O papel do Estado tem sido vital nesta atual guinada. Somente o Programa Bolsa Família é responsável por 13% desta redução da desigualdade, somada a 22% de outros repasses, incluindo aposentadorias e pensões. Apesar disso, mais da metade desta evolução na economia está atrelada à renda do trabalho, sobretudo o formal, que simplesmente dobrou desde 2004.

Apesar de ganhar ainda, em média, 40% menos, a população negra do país dobrou o crescimento da renda em relação aos brancos entre 2007 e 2010. Em 2001, 56% dos negros tinham geladeira em casa; em 2010, já eram 97%. Durante a última década, o acesso de negros à internet decuplicou. Em 10 anos, graças a política de cotas, triplicou o número de negros na Universidade. Entre 2002 e 2011, a renda das mulheres aumentou 68%, bem mais que o índice masculino referente ao mesmo período, de 43,1%, ainda que o desnível de gênero continue gritante. 

NOSTALGIA CONSERVADORA - Enquanto isso, uma onda tem tomado conta do país. É a que torce o nariz pra esse bolo que cresce e começa a se dividir ainda dentro no forno. Mais do que nunca, os veículos de comunicação estão tomados por uma reação nervosa diante disso. Inconformado com as políticas públicas do governo Lula, Diogo Mainardi deixou a Veja pra figurar entre os mais ilustres comentaristas da direita sofisticada no Manhattan Connection, exibido pelo GNT; Reinaldo Azevedo, outro ícone da rejeição a este movimento também migrou para a Folha de S. Paulo e a sua popularidade cresceu progressivamente; Rachel Sheherazade foi recentemente levada para a badalada seção Tendências e Debates do mesmo jornal para fazer um pout pourri sobre Cuba e o Primeiro Comando da Capital, passando pela Copa do Mundo e o Estatuto da Criança e do Adolescente, para justificar o seu posicionamento de "compreensão" diante dos "justiceiros" que amarraram um "marginalzinho" de 15 anos num poste do Flamengo; Lobão deixou de vociferar apenas no Twitter para ocupar as páginas da revista Veja e, dentre outras patacoadas, dizer que reclamam de tortura nos anos de chumbo aqueles que tiveram "umas unhazinhas arrancadas"; Demétrio Magnoli trilha o mesmo caminho quando se refere aos anos de chumbo como "ditabranda" e milita pelo fim da política de cotas.

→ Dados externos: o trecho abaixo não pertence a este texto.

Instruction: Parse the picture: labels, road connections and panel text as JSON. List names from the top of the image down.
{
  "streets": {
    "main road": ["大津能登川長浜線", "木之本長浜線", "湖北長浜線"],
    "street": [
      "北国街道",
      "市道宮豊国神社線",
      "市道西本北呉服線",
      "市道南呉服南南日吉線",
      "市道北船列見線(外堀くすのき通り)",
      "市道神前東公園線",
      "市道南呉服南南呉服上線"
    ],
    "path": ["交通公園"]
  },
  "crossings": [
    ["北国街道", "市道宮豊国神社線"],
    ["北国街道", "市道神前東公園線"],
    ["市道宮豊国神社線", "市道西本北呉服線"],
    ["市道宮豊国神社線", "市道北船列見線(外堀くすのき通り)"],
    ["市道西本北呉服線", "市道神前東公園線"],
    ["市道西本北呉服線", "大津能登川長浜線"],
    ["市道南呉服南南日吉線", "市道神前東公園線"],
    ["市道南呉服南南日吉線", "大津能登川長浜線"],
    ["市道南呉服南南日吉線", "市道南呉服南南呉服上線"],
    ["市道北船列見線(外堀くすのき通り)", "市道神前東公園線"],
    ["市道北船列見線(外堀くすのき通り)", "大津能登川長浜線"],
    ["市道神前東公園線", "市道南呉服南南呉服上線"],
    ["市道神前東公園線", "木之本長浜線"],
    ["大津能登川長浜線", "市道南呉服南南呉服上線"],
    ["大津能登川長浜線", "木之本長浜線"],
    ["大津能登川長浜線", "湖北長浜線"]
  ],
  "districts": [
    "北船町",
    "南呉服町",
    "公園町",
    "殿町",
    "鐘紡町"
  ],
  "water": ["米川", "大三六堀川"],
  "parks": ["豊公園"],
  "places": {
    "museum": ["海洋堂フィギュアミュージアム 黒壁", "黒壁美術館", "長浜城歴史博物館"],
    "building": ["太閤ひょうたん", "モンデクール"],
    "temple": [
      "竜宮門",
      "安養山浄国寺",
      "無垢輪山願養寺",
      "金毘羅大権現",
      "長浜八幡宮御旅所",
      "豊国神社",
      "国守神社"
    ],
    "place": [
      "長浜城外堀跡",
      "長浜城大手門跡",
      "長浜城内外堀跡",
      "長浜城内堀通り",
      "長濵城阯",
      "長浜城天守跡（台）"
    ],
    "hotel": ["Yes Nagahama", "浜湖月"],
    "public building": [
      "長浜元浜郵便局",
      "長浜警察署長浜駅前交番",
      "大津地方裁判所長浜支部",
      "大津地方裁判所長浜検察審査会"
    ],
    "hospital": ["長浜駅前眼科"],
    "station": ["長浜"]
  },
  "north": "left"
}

Infelizmente, a onda não está somente nos jornais. Em Brasília, Aloysio Nunes quase aproveitou a esteira conservadora pra conseguir emenda na Constituição pela redução da maioridade penal. Nada menos que 93% dos paulistanos estão com ele, ainda que, nas estatísticas, os jovens sejam, na verdade, as maiores vítimas da violência. Somente em 2010, foram mortos 8.600 jovens no país. Em 2012, mais de 12.000 crianças foram vítimas de maus-tratos. Entre os adolescentes em conflito com a lei, apenas 8,4% cometeram homicídios. Na Fundação Casa, somente 0,9% deles estiveram envolvidos com latrocínio. Dos favoráveis à redução proposta por Nunes, 9% ainda defendem que a maioridade penal seja de 12 anos. No Congresso, tramitam 34 projetos que propõem mudanças na legislação sobre o aborto. 31 deles defendem o recrudescimento das políticas públicas sobre a autonomia da mulher na prática abortiva. É lá também que hoje um projeto de lei "antiterrorismo" figura entre as prioridades de uma lavra que se aproveita do clima de comoção nacional diante do descontrole do Estado frente às manifestações e criminaliza movimentos populares com critérios evasivos de jurisdição.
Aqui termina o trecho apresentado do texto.